U.S. container import volume in August increased slightly compared to the previous month, showing continued consistency with pre-pandemic 2019 results and suggesting that key challenges to global supply chain performance in 2023 have stabilized, logistics technology firm Descartes Systems Group said.
Despite the volume increase, port transit times remained close to their lowest levels since Descartes began tracking them, the company said in its “September Global Shipping Report.” That’s because the U.S. West Coast labor situation is resolved, and because while the Panama drought is slowing certain types of shipping passing through the Panama Canal, U.S. container imports do not appear to be affected to date.
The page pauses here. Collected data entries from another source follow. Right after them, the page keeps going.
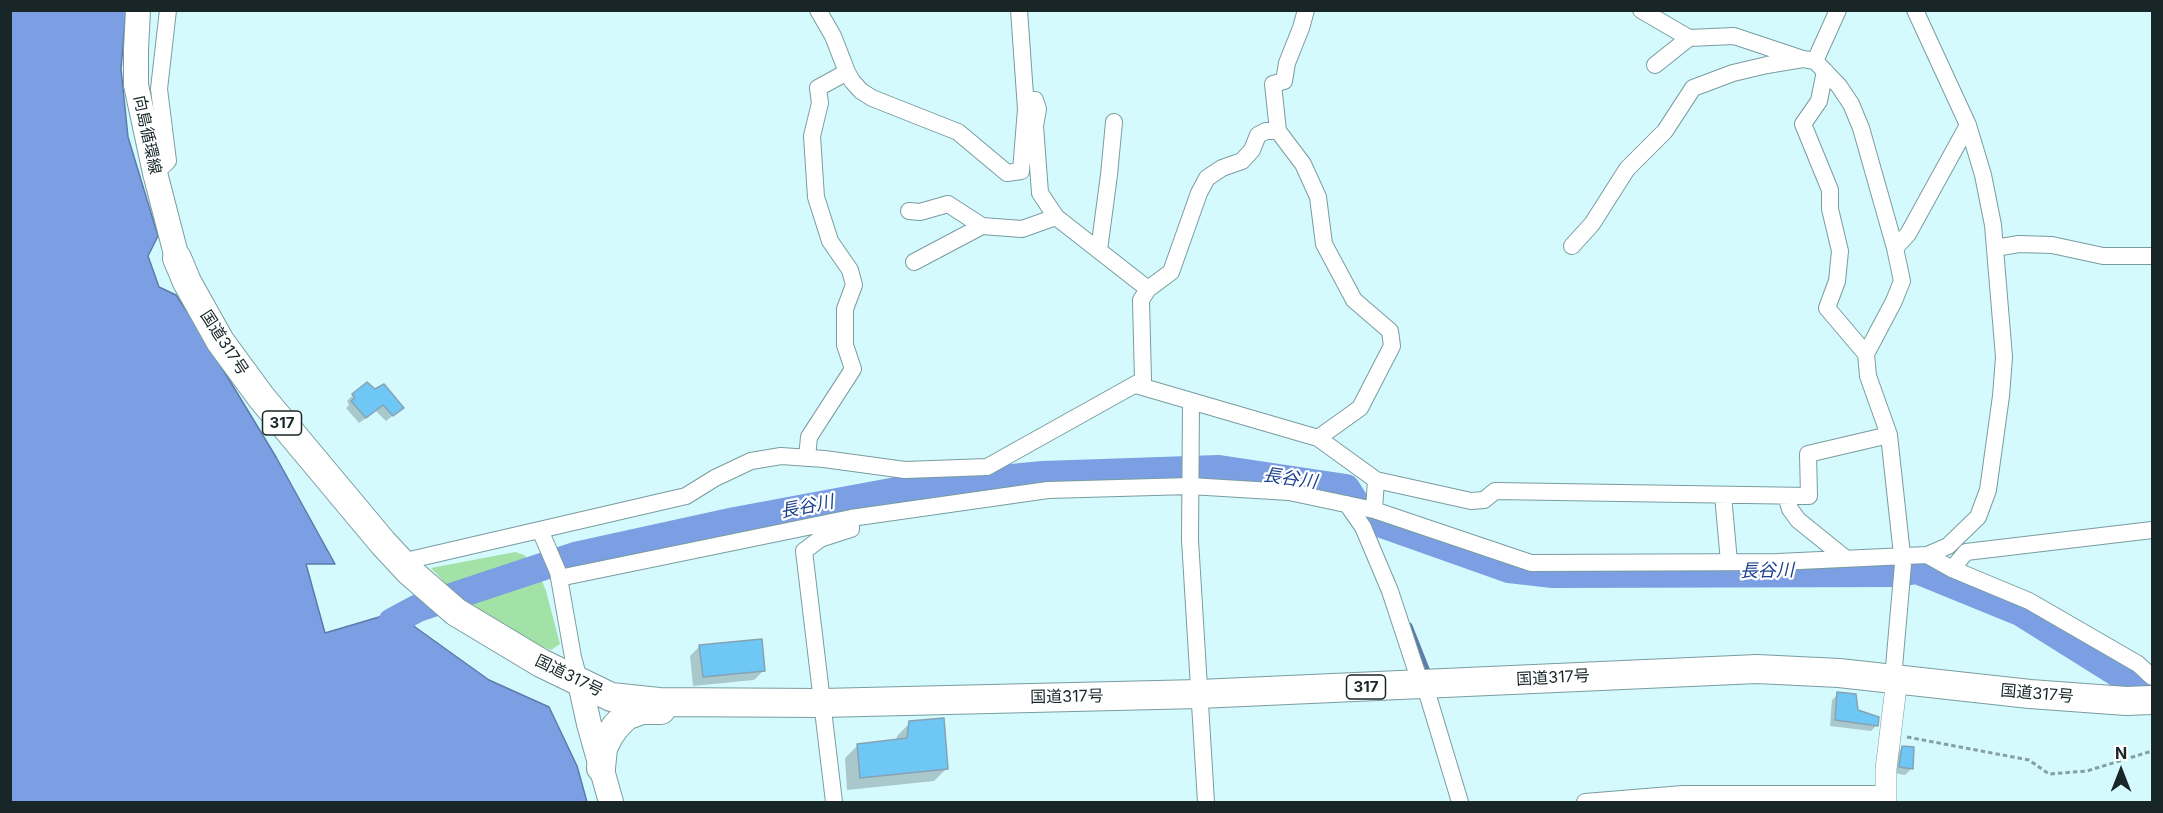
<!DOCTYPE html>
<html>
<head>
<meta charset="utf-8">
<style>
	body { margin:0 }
	#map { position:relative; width:2163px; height:813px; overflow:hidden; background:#d4fafe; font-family:Inter,sans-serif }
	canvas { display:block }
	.frame { position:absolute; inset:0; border:12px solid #182628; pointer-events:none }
	.north { position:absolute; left:2091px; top:741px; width:60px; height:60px; -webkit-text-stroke:4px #fff; paint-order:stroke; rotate:0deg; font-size:16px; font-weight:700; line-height:24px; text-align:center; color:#182628 }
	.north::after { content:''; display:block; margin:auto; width:21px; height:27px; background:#182628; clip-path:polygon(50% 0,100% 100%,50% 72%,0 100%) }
</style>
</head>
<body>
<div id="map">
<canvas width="2163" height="813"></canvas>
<div class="frame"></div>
<div class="north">N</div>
</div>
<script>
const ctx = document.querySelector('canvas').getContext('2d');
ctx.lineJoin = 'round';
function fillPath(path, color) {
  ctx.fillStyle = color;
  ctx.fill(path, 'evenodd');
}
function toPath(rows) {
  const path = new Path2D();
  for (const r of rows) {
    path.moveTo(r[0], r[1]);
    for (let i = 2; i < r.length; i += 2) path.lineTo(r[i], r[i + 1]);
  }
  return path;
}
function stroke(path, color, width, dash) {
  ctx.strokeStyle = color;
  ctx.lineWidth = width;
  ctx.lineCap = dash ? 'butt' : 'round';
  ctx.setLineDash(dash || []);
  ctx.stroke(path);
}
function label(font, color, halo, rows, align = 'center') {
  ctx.font = font + ' Inter,"Noto Sans JP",sans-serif';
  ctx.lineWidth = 4.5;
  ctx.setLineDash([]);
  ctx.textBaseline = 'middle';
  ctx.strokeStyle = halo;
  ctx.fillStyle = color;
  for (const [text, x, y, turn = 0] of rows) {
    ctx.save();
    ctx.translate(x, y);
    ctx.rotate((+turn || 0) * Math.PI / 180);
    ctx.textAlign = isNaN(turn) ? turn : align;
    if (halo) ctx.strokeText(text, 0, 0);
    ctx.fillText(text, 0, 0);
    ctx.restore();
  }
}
const green = toPath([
	[515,552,524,555,536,566,546,591,560,644,551,650,536,645,465,604,431,568]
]);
const water = toPath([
	[10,11,126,11,121,69,128,137,158,236,148,256,159,287,176,295,196,325,276,457,335,564,306,564,325,633,406,609,415,627,489,680,549,707,577,766,587,802,11,802,10,11]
]);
const shadow = toPath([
	[353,395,402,408,386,421,376,411,359,423,346,408,349,405,347,401],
	[700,646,763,671,754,680,693,686,690,656],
	[1838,694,1857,711,1877,725,1871,731,1830,726,1832,700],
	[910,723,947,768,934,781,847,790,845,758,858,745,896,741,897,736],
	[1902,748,1911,769,1905,775,1894,773,1896,754]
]);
const stream = toPath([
	[1410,625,1429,673]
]);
const river = toPath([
	[392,622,418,608,575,556,735,521,918,487,1043,475,1219,469,1346,488,1365,518,1509,569,1553,574,1898,573,1917,570,2020,612,2119,674,2152,689]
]);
const building = toPath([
	[367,382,375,389,384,384,404,408,393,416,383,405,366,418,351,401,355,398,352,394,367,382],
	[762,639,765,671,703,677,699,645,762,639],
	[1837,692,1856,694,1858,710,1879,717,1878,726,1835,720,1837,692],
	[944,718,948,769,860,778,857,744,907,738,909,721,944,718],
	[1902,746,1914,747,1913,769,1899,767,1902,746]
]);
const path = toPath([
	[1907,737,2029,760,2049,774,2087,771,2152,751]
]);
const minor = toPath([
	[818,10,833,36,847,72,852,81,861,91,872,98,958,132,1007,173,1021,171,1026,109,1031,100,1035,100,1038,109,1035,126,1040,193,1056,217,1148,289],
	[1019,10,1026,109],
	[1306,10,1301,28,1287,63,1284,81,1273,84,1278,131,1303,164,1318,197,1324,244,1354,300,1390,331,1392,346,1360,408,1318,438],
	[1641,10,1689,38,1734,36,1800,58],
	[1815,61,1838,10],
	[1655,65,1689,38],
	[1825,71,1819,101,1803,124,1830,190,1830,209,1840,251,1837,281,1827,308,1866,354,1868,376,1889,435,1903,564,1894,667,1897,679],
	[155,173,168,161,159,89,168,10],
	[909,211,920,212,948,204,982,226],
	[1572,246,1592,224,1627,169,1665,131,1693,88,1733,73,1767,65,1803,59,1815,61,1839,86,1851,104,1861,128,1895,248,1902,281,1894,301,1866,354],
	[1895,248,1908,234,1968,125],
	[1995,248,2019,244,2052,245,2103,256,2152,256],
	[1099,250,1109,175,1114,122],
	[914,262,982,226,1022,229,1056,217],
	[1136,385,1318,438,1376,480,1374,510],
	[1191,401,1190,540,1206,802],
	[807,458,809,437,853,369,845,345,845,309,854,285,850,270,830,241,816,197,812,136,820,103,818,88,847,72],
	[1376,480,1471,501,1484,500,1495,491,1809,496,1808,454,1889,435],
	[1723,495,1729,562],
	[1786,496,1790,509,1798,520,1845,558],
	[1347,504,1363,527,1390,591,1417,673,1428,696,1460,802],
	[540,530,558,572,573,657,580,683],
	[1927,555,1952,569,2029,601,2138,664,2152,677],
	[403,564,414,559,686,496,715,478,751,461,781,456,824,459,905,470,987,467,1143,380,1141,300,1148,289,1171,272,1199,193,1207,178,1222,168,1242,161,1252,150,1258,135,1266,131,1278,131],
	[1952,569,1966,552,2152,530],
	[559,578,851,518,1048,490,1190,486,1289,492,1374,510,1531,563,1778,562,1927,555,1948,546,1978,517,1988,490,2001,396,2004,357,1993,225,1983,175,1968,125,1915,10],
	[834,802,804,551,820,539,851,529,851,518],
	[1585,802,1683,794,1886,794]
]);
const tertiary = toPath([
	[1886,802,1886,769,1897,679]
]);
const secondary = toPath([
	[138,10,136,49,136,85,155,173,177,258],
	[580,683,589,724,611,802]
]);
const trunk = toPath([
	[177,258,187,282,220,341,261,397,383,543,410,572,456,612,541,663,611,697,659,702,822,703,1199,694,1757,669,1839,673,2030,694,2126,701,2152,700],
	[601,768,603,748,609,736,616,726,626,716,642,710,661,710]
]);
const shields = [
	[282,423,39],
	[1366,687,39]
];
const shieldNames = [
	["317",282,423],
	["317",1366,687]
];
const streetNames = [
	["向島循環線",147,135,78],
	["国道317号",224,343,57],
	["国道317号",569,676,26],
	["国道317号",1553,678,-3],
	["国道317号",2037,694,5],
	["国道317号",1067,697,-1]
];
const waterNames = [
	["長谷川",1290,479,8],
	["長谷川",807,507,-11],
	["長谷川",1767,571,-1]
];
fillPath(green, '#a2e2a6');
fillPath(water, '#7b9fe2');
stroke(water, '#5d7baa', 1.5);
fillPath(shadow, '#0003');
stroke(stream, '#5d7baa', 4.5);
stroke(river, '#7b9fe2', 28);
fillPath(building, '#6fc7f5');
stroke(building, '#86a2b3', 1.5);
stroke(minor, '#799ca0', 18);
stroke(tertiary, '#799ca0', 22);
stroke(secondary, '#799ca0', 26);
stroke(trunk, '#799ca0', 30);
stroke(path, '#84a0a3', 3, [4.5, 3]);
stroke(minor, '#fff', 16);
stroke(tertiary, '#fff', 21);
stroke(secondary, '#fff', 24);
stroke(trunk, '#fff', 28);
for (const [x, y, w] of shields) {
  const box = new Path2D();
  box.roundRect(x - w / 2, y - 12, w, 24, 4.5);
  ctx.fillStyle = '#fff';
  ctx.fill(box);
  stroke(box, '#182628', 1.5);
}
label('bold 15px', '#182628', null, shieldNames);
label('16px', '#182628', '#fff', streetNames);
label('italic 18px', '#1a408e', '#fff', waterNames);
</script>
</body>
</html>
By the numbers, August 2023 U.S. container import volumes increased 0.4% from July to 2,196,268 twenty-foot equivalent units (TEUs). That mark is 13.2% lower than the pandemic recovery spike of August 2022, but is up 2.5% compared to pre-pandemic August 2019.
“In August, U.S. import container volume flattened and is still relatively consistent with the peak season patterns we would see pre-pandemic,” Chris Jones, EVP Industry Descartes, said in a release. “While the drought in Panama is affecting some shipping traffic, U.S. container import volumes do not appear to be impacted as volumes at the Gulf ports over the last two months have been at their highest levels this year… and transit times have been consistently low.”